You are viewing a plain text version of this content. The canonical link for it is here.
Posted to dev@jackrabbit.apache.org by Jukka Zitting <ju...@gmail.com> on 2007/08/21 10:47:11 UTC

Multiple connections (Was: Jackrabbit, the database)

Hi,

[Branching the thread]

On 8/21/07, Thomas Mueller <th...@gmail.com> wrote:
> My question is: should we support multiple connections in the
> persistence manager?
>
> If using multiple connections really does improve performance /
> scalability of Jackrabbit, I think we should think about it (long
> term, for NGP). Using multiple connections does not mean using
> databases. Multiple connections can be supported with file based
> persistence managers as well (or course the transaction isolation
> level needs to be defined).
>
> First we need proof that using multiple connections does help.
>
> Some feedback was along the line 'Jackrabbit must use DataSources /
> Pooled Connections because... it is better than using one
> Connection!'. I like to understand why and in what cases it is better.

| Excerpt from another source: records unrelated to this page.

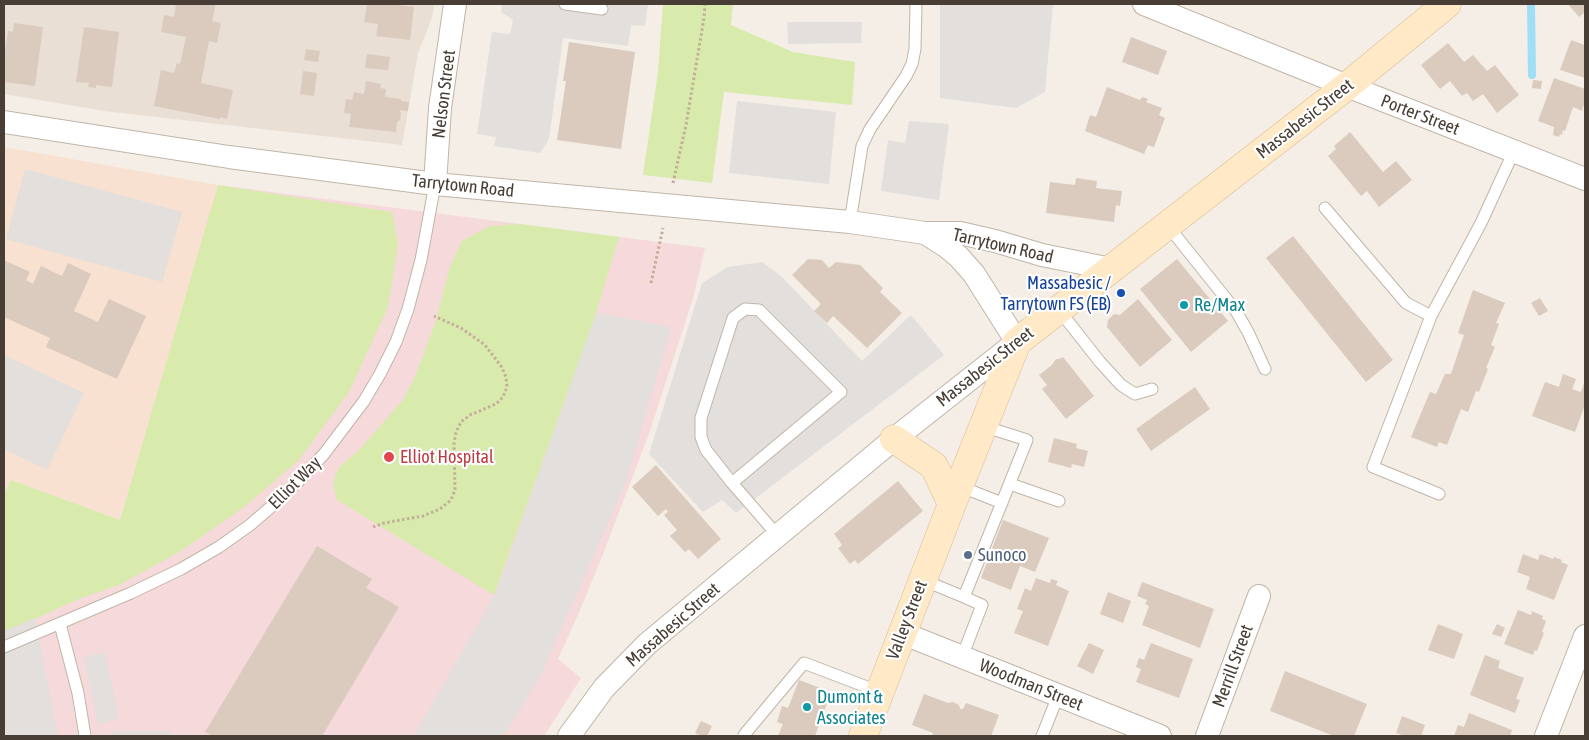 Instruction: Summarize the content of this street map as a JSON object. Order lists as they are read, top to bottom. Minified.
{"streets":{"main road":["Massabesic Street","Valley Street"],"street":["Nelson Street","Porter Street","Tarrytown Road","Merrill Street","Woodman Street"],"lane":["Elliot Way"]},"crossings":[["Nelson Street","Tarrytown Road"],["Nelson Street","Elliot Way"],["Porter Street","Massabesic Street"],["Massabesic Street","Tarrytown Road"],["Massabesic Street","Valley Street"],["Tarrytown Road","Elliot Way"],["Tarrytown Road","Valley Street"],["Valley Street","Woodman Street"]],"places":["Massabesic / Tarrytown FS (EB)","Re/Max","Elliot Hospital","Sunoco","Dumont & Associates"]} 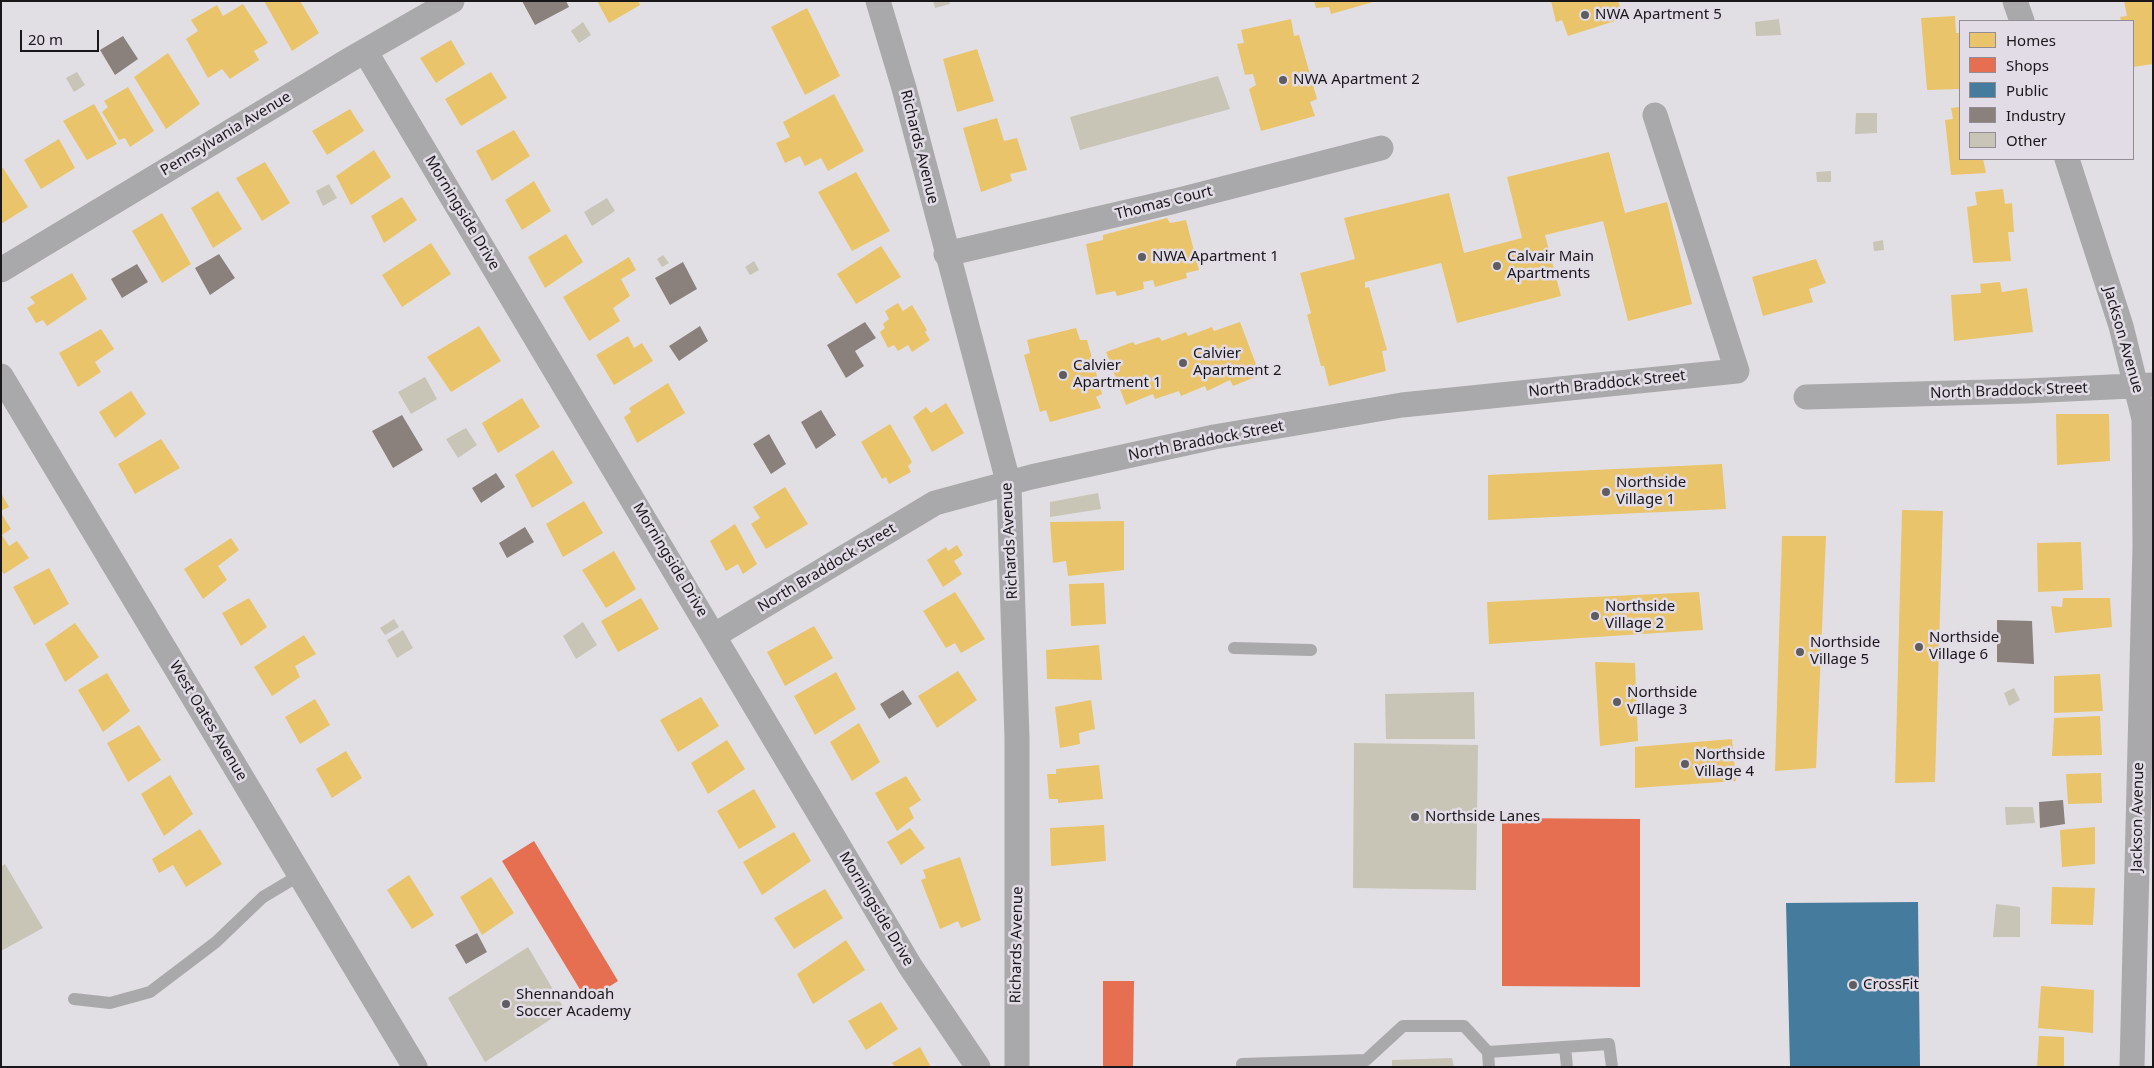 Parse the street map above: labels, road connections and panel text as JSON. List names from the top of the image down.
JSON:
{
  "streets": {
    "street": [
      "Pennsylvania Avenue",
      "Richards Avenue",
      "Thomas Court",
      "Morningside Drive",
      "Jackson Avenue",
      "North Braddock Street",
      "West Oates Avenue"
    ]
  },
  "crossings": [
    ["Pennsylvania Avenue", "Morningside Drive"],
    ["Richards Avenue", "Thomas Court"],
    ["Richards Avenue", "North Braddock Street"],
    ["Morningside Drive", "North Braddock Street"],
    ["Jackson Avenue", "North Braddock Street"]
  ],
  "places": [
    "NWA Apartment 5",
    "NWA Apartment 2",
    "NWA Apartment 1",
    "Calvair Main Apartments",
    "Calvier Apartment 2",
    "Calvier Apartment 1",
    "Northside Village 1",
    "Northside Village 2",
    "Northside Village 6",
    "Northside Village 5",
    "Northside VIllage 3",
    "Northside Village 4",
    "Northside Lanes",
    "CrossFit",
    "Shennandoah Soccer Academy"
  ],
  "legend": [
    "Homes",
    "Shops",
    "Public",
    "Industry",
    "Other"
  ],
  "scale_bar": "20 m"
}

The main argument I can see for multiple connections (or more
precisely a DataSource with a connection pool) within the database
persistence managers is to avoid the synchronization on the
PreparedStatements. Especially now that the locking in
SharedItemStateManager has become more fine-grained, there is a chance
that the synchronization within the persistence manager becomes a
bottleneck for certain access patterns.

Also, there is a valid argument that a statements from a single
Connection should not be used concurrently from multiple threads.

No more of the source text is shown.